Members of the House Select Committee on Benghazi, from left, Rep. Jim Jordan, R-Ohio, Rep. Lynn Westmoreland, R-Ga., Committee Chairman Rep. Trey Gowdy, R-S.C., and Rep. Elijah Cummings, D-Md., the ranking member, listen to witnesses from the CIA and State Department on Capitol Hill in Washington, Tuesday, Jan. 27, 2015, as the panel held its third public hearing to investigate the 2012 attacks on the U.S. consulate in Benghazi, Libya, where a violent mob killed four Americans, including Ambassador Christopher Stevens.  (AP Photo/J. Scott Applewhite)
Members of the House Select Committee on Benghazi, from left, Rep. Jim Jordan, R-Ohio, Rep. Lynn Westmoreland, R-Ga., Committee Chairman Rep. Trey Gowdy, R-S.C., and Rep.
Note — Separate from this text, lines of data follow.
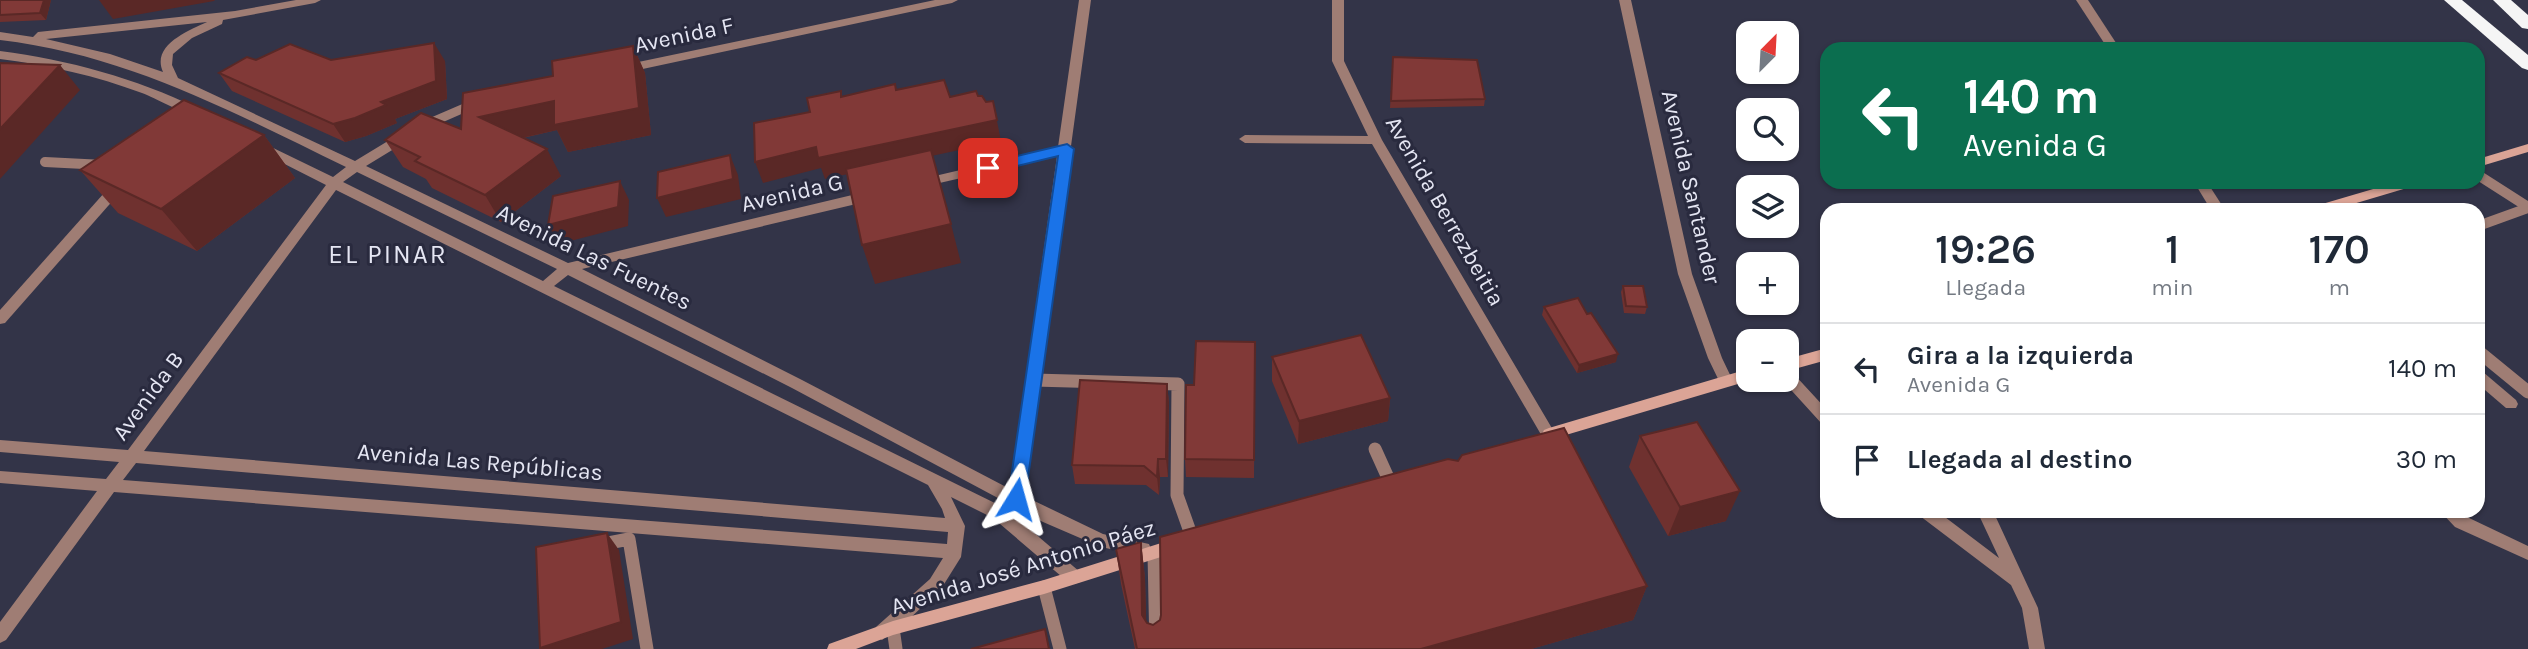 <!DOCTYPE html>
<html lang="es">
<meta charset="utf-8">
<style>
:root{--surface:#fff;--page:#f2f2f3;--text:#1f2937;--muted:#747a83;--line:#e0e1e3}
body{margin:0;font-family:Karla,sans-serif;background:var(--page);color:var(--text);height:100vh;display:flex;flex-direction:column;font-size:26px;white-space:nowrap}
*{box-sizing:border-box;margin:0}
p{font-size:23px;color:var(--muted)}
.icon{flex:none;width:38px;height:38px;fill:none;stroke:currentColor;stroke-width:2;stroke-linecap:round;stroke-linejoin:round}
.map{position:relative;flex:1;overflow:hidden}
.details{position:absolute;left:1820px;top:203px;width:665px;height:315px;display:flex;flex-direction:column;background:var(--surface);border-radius:21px;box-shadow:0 2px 5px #0004}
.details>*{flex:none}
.top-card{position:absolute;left:1820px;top:42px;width:665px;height:147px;border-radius:21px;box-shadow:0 2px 5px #0004;background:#0b6e4f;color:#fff;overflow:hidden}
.needle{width:46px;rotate:24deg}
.controls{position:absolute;left:1736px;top:21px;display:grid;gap:14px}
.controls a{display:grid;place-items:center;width:63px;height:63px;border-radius:14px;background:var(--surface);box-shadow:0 2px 5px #0004;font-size:35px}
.pin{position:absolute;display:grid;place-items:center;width:60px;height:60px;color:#fff;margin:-30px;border-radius:14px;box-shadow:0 4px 10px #0006}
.me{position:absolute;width:77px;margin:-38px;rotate:8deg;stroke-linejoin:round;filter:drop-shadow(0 0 5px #0008)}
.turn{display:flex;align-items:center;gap:24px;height:147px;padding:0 28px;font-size:32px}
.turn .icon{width:91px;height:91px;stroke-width:2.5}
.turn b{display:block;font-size:49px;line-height:60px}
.eta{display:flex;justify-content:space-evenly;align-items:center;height:119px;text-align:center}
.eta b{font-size:42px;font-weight:600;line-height:49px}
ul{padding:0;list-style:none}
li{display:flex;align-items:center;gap:21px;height:91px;padding:0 28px;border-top:2px solid var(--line)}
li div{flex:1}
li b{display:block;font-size:26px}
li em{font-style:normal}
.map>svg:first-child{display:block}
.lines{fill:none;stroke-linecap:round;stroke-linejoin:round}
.service-far1{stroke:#9f7d74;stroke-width:10}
.service{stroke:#9f7d74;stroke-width:13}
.minor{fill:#9f7d74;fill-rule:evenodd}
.tertiary{fill:#9f7d74;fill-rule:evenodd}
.secondary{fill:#dba496;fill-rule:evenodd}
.motorway{fill:#f5f5f5;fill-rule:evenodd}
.wall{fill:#6f312f}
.shaded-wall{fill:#5a2826}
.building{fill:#813937;stroke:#5a2826;stroke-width:2}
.route{fill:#1a73e8;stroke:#114b97;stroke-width:2}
.labels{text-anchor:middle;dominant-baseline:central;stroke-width:6;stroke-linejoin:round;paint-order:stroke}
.street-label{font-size:23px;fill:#e5e6f3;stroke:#292a3e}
.quarter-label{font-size:26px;letter-spacing:2px;fill:#e5e6f3;stroke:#292a3e}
</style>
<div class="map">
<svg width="2528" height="649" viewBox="0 0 2528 649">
<rect width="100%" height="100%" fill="#333448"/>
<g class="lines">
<g class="service-far1">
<polyline points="45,162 104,165"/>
<polyline points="2478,175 2528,207"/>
<polyline points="2478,226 2528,208"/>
</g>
<g class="service">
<polyline points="2478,351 2528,392"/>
<polyline points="1034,380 1178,384 1177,495 1193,540"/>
<polyline points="1375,449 1389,480"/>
<polyline points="598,545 629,539 647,649"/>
<polyline points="1154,554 1156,649"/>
<polyline points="1044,587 1060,649"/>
<polyline points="893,628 896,649"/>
</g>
<g class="minor">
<path d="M296,0h25l-6,3 -92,17 -1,4 -30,14 -19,16 -1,11 6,13 177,83 61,-37 58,-25h8l2,3 -2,3 -57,25 -59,36 202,97 301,-72 5,2 1,3 -6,5 -287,68 220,111 208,109 47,-333 -135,31 -6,-4 6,-4 136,-32 21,-147h12l-20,146 2,3 -3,3 -46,344 79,38 46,10 2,5 -2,5 -6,2 -42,-9 -58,-25 -251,-134 -224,-113 -14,11 451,222 75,64 2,5 -2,5 -6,2 -6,-2 -75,-64 -42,-21 14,29 -4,31 -20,32 -34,32 -25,19 -6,-3 -2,-5 2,-5 54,-48 13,-21 -829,-66 -108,148 -6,3v-21l97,-131 -97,-8v-12l106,8 13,-17 -119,-10v-12l128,10 198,-265 -67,-34 -2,-3 2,-3h8l66,32 13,-10c-114,-55 -218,-112 -346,-127v-8l33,5 5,-5 197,-21zM207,22c-19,9 -56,23 -44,50l-53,-18 -64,-15zM357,172l200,97 -14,12 -200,-99zM336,190l592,295 14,24 3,9 -801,-67zM136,463l812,69 -1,12 -824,-64z"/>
<polygon points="935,0 958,0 952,3 624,73 618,69 624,65"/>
<polygon points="1332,0 1344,0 1344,61 1382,140 1553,430 1555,434 1553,438 1548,440 1543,438 1372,144 1245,143 1239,139 1245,135 1368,136 1332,61"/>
<polygon points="2076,0 2088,0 2120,49 2108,49"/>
<path d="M0,51c69,9 135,27 197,57l2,3 -2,3c-12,2 -41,-16 -55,-21 -46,-17 -93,-28 -142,-34z"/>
<polygon points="118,181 124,186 123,189 5,323 0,324 0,310 113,183"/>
<polygon points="2194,182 2207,182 2225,210 2211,210"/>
<polygon points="1787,370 1792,372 1827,410 1827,426 1822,424 1782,380 1787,380"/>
<polygon points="2478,370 2483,372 2516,400 2518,404 2516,408 2506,408 2478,384"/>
<polygon points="1917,511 1937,511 1999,558 1977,511 1993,511 2038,608 2045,649 2029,649 2022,608 2011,585 1920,516"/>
<polygon points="2440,511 2459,511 2467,517 2528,546 2528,560 2455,527"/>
</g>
<polygon class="tertiary" points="1619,0 1631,0 1692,274 1722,358 1733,381 1731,385 1721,385 1708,358 1678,274"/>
<g class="secondary">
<polygon points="2528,144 2528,152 2478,167 2478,159"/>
<polygon points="2397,182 2418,182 2417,185 2333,210 2310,210 2312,207"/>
<polygon points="1827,348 1827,360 1787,371 1787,359"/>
<polygon points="1748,369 1748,380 1751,380 1748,381 1549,440 1544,438 1542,434 1544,430 1549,428"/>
<polygon points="1177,538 1183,540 1185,545 1183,550 1044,594 893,635 856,649 827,649 829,644 893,621 1044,580"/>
</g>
<g class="motorway">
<polygon points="2444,0 2462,0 2528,55 2528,70 2522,68"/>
<polygon points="2493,0 2511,0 2528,15 2528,29 2522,28"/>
</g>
</g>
<g class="wall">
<polygon points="0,0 51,0 46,20 0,22"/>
<polygon points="633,46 645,73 651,135 568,152 557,130 523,138 561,176 501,222 432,188 426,179 403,167 385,140 461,129 553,76"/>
<polygon points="1393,57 1485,99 1484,106 1390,108"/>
<polygon points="331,60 445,61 447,99 395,119 397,123 366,136 345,142 232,91 219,73"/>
<polygon points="264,135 295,178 197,251 118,213 80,170"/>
<polygon points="1623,286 1647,307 1645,314 1624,313 1621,292"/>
<polygon points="1544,307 1616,362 1577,373 1542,315"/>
<polygon points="1255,342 1254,478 1186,477 1185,459 1194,385"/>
<polygon points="1272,357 1390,398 1388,421 1298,444 1272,381"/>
<polygon points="1167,384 1169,403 1168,477 1160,477 1159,495 1146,485 1075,484 1072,465"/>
<polygon points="1640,436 1726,521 1668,536 1629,467"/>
<polygon points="1141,542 1145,578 1146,623 1153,625 1647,586 1633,620 1531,649 1135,649 1121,584 1116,549"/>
</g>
<g class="shaded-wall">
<polygon points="44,0 51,0 46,20 40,13"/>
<polygon points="99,0 215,0 214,1 113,19"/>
<polygon points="434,43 445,61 447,99 395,119 397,123 366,136 345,142 333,124 381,102"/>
<polygon points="633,46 645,73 651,135 568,152 557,130 494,144 479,117 554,101"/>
<polygon points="60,65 80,90 0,179 0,129"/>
<polygon points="993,101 1001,141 825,179 821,168 763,183 755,162"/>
<polygon points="264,135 295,178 197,251 161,209"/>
<polygon points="547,149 561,176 501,222 485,195"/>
<polygon points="730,155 738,175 741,199 666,217 657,198"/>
<polygon points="620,181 629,200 628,226 559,244 548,225"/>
<polygon points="951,224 961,263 875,284 862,245"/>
<polygon points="1618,354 1616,362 1577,373 1579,365"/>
<polygon points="1167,384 1169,403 1168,477 1166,459"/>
<polygon points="1390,398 1388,421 1298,444 1299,421"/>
<polygon points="1158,459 1160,477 1159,495 1157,477"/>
<polygon points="1740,491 1726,521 1668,536 1680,507"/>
<polygon points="607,533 619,550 633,639 602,649 540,649 540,648"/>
<polygon points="1141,542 1145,578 1147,649 1142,615"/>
<polygon points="1647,586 1633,620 1531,649 1421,649"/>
</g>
<g class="building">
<polygon points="0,0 44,0 40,13 0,15"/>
<polygon points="434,43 436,81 381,102 386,105 355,118 333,124 219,73 247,57 256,60 290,44 331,60"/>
<polygon points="633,46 639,108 554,125 554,101 479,117 547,149 485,195 415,161 420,157 385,140 421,113 461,129 463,93 553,76 552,61"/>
<polygon points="1393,57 1477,60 1485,99 1391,101"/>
<polygon points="0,63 60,65 0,129"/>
<polygon points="944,80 950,97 976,91 978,96 982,96 986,102 993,101 997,120 818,158 816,147 755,162 754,123 810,112 807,98 841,91 841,97 895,84 896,90"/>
<polygon points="184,100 264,135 161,209 80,170"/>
<polygon points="931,150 951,224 862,245 846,169"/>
<polygon points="730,155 733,179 657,198 658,172"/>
<polygon points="620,181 618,207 548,225 553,196"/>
<polygon points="1623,286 1643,286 1647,307 1626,306"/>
<polygon points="1578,298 1587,314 1591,313 1618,354 1579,365 1544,307"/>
<polygon points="1361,335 1390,398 1299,421 1272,357"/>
<polygon points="1196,341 1255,342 1254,460 1185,459 1186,385 1194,385"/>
<polygon points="1080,380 1167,384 1166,459 1158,459 1157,477 1144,466 1072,465"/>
<polygon points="1697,422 1740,491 1680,507 1640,436"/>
<polygon points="1564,428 1647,586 1421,649 1137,649 1116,549 1141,542 1142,615 1147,623 1153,625 1160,620 1161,615 1160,537 1448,459 1458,461 1462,455"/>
<polygon points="607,533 621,622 540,648 536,547"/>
<polygon points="1045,629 1049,649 971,649"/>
</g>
<polygon class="route" points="1067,144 1074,149 1025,499 1023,505 1016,507 1010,505 1008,499 1058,156 988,173 980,168 988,163"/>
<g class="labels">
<g class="street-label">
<text transform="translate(684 35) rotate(-12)">Avenida F</text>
<text transform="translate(1691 187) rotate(77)">Avenida Santander</text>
<text transform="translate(792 193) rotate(-13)">Avenida G</text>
<text transform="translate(1445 211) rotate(60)">Avenida Berrezbeitia</text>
<text transform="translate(594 257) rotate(26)">Avenida Las Fuentes</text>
<text transform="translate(148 396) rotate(-54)">Avenida B</text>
<text transform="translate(480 462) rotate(5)">Avenida Las Repúblicas</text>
<text transform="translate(1023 567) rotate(-17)">Avenida José Antonio Páez</text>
</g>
<g class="quarter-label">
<text x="388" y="254">EL PINAR</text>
</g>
</g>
</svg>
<div class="controls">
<a><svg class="needle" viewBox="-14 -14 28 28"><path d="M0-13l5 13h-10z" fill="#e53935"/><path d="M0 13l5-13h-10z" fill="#747a83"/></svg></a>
<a><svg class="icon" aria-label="search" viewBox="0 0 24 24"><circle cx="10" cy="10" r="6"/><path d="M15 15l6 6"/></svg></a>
<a><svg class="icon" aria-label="layers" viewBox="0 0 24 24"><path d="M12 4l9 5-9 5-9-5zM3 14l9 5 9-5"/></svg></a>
<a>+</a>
<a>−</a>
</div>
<div class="pin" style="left:988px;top:168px;background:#d93025"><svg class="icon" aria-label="arrive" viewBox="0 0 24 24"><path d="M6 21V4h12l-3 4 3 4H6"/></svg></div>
<svg class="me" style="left:1016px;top:499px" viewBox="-20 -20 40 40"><path d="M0-17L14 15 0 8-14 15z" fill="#1a73e8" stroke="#fff" stroke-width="4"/></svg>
<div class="top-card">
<div class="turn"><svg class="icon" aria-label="left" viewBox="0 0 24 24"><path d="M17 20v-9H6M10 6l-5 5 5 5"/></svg><div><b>140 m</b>Avenida G</div></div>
</div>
<section class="details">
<div class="eta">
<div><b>19:26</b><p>Llegada</p></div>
<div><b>1</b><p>min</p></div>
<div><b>170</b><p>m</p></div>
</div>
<ul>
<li><svg class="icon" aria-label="left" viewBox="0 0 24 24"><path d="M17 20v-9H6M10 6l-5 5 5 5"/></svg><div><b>Gira a la izquierda</b><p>Avenida G</p></div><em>140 m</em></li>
<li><svg class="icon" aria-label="arrive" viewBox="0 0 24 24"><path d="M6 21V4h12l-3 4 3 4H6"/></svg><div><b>Llegada al destino</b></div><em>30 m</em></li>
</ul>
</section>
</div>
Elijah Cummings, D-Md., the ranking member, listen to witnesses from the CIA and State Department on Capitol Hill in Washington, Tuesday, Jan. 27, 2015, as the panel held its third public hearing to investigate the 2012 attacks on the U.S. consulate in Benghazi, Libya, where a violent mob killed four Americans, including Ambassador Christopher Stevens. (AP Photo/J. Scott Applewhite)J. Scott Applewhite / AP

Republicans and Democrats on the House Select Committee on Benghazi are at odds about how the panel is handling the investigation into the 2012 terrorist attacks -- and the conflict was on full display at a hearing Tuesday.

The committee's top Democrat, Rep. Elijah Cummings of Maryland, charged at the group's third public hearing that Republicans, led by Chairman Trey Gowdy (R-SC), have been withholding key information from Democrats.

"I am saddened to report today that there are major, major problems with this Committee and its work," Cummings said in his opening statement Tuesday morning.

Cummings has released previously private emails from the five Democrats on the select committee to Gowdy in order to air their concerns.

"[O]ver the past eight months, Democrats have repeatedly been excluded from core components of the investigation, and we have been proceeding with no rules to prevent this from occurring in the future," Cummings wrote in a letter on January 23.

Republicans argue that there's no precedent for a requirement that sources meet with both parties on a congressional select committee.

"Chairman Gowdy will talk to Benghazi sources with or without the Democrats present just as they are welcome to talk to sources with or without Republicans present," Jamal D. Ware, the committee's Communications Director, said in a statement. "As [the Congressional Research Service] has noted, no congressional select committee has ever had a requirement that sources meet with both sides at the same time, and the Benghazi Committee is no exception."

Both sides voiced frustrations Tuesday with the slow pace of the committee's investigation. While Republicans criticized the State Department for lingering witness and document requests, Democrats accused their GOP counterparts of drawing out the investigation.

"This is not a political exercise for us," Gowdy shot back. "We're going to ratchet it up because I need access to the documents and the witnesses and we need to be able to conclude our work."